Despite Steve Jobs' best efforts to keep the iOS platform porn-free, the sex industry continues to find ways to work around the edges. While the iOS platform may be carefully guarded in terms of adult-oriented applications, there's little Apple can do to make sure your phone calls, chats, videos and Safari browsing stay clean. Truthfully, for iPhone users who are consenting adults, it's not really Apple's business.
Joel Schectman of the Associated Press reports that the 3 million+ device iPhone 4 ecosystem is already an attractive target for the porn industry. Porn companies are advertising for model positions specific to FaceTime in at least five different cities on Craigslist.
Meanwhile, adult production studios like Pink Visual -- not coincidentally one of the first adult production companies to create an iPad optimized service -- says it will let customers video chat with some of the same models in their videos. Pink Visual's service will be released in the next few weeks and will probably cost around $5 to $6 a minute.

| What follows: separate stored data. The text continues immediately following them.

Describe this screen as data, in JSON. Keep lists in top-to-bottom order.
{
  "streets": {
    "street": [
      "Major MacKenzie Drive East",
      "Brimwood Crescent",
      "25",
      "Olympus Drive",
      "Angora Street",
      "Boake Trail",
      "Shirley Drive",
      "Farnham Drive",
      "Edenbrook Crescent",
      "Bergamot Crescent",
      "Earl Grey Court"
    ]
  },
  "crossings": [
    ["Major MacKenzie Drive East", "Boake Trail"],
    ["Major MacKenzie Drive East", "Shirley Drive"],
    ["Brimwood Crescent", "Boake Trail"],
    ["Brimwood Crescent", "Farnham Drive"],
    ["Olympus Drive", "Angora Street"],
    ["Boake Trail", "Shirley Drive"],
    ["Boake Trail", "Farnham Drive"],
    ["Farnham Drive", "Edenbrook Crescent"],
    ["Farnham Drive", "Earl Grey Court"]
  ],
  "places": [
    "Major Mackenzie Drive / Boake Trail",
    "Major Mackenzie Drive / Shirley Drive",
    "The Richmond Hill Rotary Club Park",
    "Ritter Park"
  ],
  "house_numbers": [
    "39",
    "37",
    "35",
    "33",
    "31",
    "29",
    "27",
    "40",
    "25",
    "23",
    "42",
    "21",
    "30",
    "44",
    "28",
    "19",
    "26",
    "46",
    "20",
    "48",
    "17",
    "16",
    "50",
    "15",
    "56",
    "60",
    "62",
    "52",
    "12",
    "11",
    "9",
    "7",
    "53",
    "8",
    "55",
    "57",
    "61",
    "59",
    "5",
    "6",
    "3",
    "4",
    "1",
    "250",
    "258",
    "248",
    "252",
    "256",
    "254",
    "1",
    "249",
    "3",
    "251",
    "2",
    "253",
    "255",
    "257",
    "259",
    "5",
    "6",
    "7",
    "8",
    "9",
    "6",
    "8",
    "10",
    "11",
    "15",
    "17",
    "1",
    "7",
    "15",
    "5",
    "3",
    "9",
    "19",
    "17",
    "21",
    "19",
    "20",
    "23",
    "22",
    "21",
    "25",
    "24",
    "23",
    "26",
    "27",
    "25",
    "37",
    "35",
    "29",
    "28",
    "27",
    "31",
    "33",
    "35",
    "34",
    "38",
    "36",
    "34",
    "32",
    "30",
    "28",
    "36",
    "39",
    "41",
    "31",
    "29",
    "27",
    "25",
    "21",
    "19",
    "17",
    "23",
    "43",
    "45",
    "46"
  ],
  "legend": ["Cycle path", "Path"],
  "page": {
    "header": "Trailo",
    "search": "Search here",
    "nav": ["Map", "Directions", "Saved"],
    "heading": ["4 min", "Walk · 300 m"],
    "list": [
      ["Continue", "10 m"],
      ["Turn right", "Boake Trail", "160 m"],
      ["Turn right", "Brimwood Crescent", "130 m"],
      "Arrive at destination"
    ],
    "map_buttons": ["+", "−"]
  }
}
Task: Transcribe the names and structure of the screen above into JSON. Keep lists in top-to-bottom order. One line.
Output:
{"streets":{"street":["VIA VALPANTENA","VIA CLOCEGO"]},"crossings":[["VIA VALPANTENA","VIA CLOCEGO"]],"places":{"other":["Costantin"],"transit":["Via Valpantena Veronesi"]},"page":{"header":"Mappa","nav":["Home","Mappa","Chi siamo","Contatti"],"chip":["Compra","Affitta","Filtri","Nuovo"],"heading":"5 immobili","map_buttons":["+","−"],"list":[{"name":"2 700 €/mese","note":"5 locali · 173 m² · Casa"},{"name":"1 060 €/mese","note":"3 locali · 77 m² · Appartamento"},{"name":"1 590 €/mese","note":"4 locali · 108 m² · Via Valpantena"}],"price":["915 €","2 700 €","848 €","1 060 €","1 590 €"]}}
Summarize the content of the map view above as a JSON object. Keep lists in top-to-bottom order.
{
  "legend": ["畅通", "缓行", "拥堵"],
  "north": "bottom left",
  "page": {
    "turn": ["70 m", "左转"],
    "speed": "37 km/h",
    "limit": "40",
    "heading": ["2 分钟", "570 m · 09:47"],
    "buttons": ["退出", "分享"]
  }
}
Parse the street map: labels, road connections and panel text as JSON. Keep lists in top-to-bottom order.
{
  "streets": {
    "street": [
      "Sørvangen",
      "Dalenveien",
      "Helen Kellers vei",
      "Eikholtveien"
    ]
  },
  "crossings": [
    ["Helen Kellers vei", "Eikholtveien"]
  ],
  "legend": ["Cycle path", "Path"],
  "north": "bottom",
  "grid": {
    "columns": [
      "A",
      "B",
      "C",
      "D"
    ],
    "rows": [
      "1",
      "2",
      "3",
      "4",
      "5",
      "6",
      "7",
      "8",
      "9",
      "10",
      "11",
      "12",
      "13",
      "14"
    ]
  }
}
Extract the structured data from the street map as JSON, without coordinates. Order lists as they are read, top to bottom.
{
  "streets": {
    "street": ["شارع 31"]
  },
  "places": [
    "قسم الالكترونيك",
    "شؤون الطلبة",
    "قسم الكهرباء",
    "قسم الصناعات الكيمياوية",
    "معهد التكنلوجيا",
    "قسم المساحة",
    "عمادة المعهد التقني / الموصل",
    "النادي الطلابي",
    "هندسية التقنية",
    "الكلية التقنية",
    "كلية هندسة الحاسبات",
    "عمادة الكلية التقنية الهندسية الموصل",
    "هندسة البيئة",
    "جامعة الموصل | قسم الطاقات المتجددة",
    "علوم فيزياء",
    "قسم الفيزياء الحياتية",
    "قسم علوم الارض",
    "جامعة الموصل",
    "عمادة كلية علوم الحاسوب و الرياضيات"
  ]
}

One of the new twists to a FaceTime service is that it is inherently bidirectional; this means delivering more intimate sessions with customers interested in exhibitionism. According to Dan Hogue, the owner of the adult chat service CamWorld, "We are seeing more and more that customers want to be watched as much as they want to watch."
While this type of use isn't something Apple has any control over, I can't imagine that Steve Jobs is happy to see FaceTime being used for porn. Still, like sexting and browsing adult sites in Safari, it's ultimately in the hands of the users to decide what they will do with Apple's gateways to the open world of phone services and the internet.
What Apple has done is to help prevent children from being exposed to FaceTime porn by letting parents turn off the feature completely. As suggested by anti-porn crusader Donna Rice Hughes in the AP story, I think it might make more sense to let parents white-list specific contacts the kids can call for video chats. Hopefully we'll see more granular controls being built into iOS as FaceTime matures. Either way, parents need to stay up to date with the gadgets and technology they're giving to their kids -- and they shouldn't be used in an unsupervised fashion.